To address this gap and fully unlock the capabilities of all-orthogonal BODIPY trimers, we focused our attention on the possibility of obtaining trimers with different geometries (see Figure 1c) and studying the influence of these geometries (different BODIPY–BODIPY arrangements in the trimer) on the generation of singlet oxygen and fluorescent emission, to determine the privileged new molecular platforms for the development of advanced PDT and phototheragnostic agents. In this context, we hypothesized that a straightforward procedure for accessing all-orthogonal BODIPY trimers could be via regioselective formylation of dimeric precursors.

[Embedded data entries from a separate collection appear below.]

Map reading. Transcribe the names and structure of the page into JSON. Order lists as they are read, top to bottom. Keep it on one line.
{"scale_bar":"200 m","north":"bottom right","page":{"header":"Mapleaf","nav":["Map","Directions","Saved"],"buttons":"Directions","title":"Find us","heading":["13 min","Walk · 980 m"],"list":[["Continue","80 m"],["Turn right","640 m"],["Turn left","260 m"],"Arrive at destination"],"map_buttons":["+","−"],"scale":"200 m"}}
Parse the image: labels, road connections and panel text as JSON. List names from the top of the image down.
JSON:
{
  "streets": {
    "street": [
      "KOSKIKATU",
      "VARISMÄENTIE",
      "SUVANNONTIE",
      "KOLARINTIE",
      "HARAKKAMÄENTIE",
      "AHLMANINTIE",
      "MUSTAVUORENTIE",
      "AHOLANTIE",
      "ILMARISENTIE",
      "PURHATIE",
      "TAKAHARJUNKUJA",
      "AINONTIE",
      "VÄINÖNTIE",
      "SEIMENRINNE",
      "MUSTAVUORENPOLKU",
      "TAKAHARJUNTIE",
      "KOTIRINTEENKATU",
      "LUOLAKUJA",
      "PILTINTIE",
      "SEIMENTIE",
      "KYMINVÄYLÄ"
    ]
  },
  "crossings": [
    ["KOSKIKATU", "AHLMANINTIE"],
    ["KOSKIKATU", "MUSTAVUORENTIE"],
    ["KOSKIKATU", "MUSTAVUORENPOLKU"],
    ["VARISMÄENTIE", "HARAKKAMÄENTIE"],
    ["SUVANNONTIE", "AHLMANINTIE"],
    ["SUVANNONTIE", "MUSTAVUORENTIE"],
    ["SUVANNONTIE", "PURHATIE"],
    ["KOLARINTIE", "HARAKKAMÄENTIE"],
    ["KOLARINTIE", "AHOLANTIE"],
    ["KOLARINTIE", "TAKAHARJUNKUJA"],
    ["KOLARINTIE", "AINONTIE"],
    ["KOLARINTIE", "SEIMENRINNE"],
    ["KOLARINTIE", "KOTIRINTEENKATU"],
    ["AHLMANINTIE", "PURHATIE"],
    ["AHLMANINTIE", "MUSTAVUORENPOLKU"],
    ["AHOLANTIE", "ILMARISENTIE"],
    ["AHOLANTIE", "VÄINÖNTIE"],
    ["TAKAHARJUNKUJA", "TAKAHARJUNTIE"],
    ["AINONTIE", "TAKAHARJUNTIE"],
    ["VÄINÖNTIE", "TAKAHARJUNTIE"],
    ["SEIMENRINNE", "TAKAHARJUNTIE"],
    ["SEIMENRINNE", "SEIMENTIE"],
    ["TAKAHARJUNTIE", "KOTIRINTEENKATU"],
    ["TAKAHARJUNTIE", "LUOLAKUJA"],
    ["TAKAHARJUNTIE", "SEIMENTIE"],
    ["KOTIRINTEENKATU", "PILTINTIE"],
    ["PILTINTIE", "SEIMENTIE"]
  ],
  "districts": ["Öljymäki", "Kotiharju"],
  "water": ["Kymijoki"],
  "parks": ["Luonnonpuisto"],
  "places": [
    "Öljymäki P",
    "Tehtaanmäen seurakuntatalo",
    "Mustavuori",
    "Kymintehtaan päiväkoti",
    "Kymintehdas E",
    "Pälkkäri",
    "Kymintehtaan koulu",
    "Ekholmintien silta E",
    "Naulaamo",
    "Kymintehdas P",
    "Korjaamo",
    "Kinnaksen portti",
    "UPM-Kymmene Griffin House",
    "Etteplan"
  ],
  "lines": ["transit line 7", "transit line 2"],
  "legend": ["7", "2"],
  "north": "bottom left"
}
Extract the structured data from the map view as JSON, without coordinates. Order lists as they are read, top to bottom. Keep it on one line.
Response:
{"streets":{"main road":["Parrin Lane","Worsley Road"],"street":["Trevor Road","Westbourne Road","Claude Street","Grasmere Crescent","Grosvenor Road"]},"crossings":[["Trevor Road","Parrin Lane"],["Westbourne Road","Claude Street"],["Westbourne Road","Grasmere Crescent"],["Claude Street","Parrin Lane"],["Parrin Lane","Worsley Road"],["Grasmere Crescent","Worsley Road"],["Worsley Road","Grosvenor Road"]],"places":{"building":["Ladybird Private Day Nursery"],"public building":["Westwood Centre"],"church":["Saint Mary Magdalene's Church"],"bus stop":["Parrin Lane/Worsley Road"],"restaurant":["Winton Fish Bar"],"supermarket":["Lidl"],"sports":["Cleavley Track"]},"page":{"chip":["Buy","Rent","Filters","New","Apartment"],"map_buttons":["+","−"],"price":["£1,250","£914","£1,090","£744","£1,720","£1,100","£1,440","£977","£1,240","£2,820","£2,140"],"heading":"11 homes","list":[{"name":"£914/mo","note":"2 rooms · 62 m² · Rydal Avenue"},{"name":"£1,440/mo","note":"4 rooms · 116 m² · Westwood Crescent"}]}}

It must be noted here that 2-formylBODIPYs can be straightforwardly and regioselectively obtained by Vilsmeier–Haack reaction,11 and recently, we have described an alternative method that allows easy access to 3-formylBODIPYs by oxidation of 3-methylBODIPYs using pyridinium chlorochromate (PCC).9b

Taking into account both possibilities (2-formylBODIPYs by electrophilic formylation vs 3-formylBODIPYs by methyl oxidation), we report here a comparative study of the application of both strategies to the preparation of formylBODIPY-based dimers involving different BODIPY–BODIPY linkages (2–8′ and 3–8′), as key synthetic precursors of unprecedented all-orthogonal BODIPY trimers, because they could serve as advantageous platforms for the development of advanced heavy-atom-free PDT and phototheragnostic agents.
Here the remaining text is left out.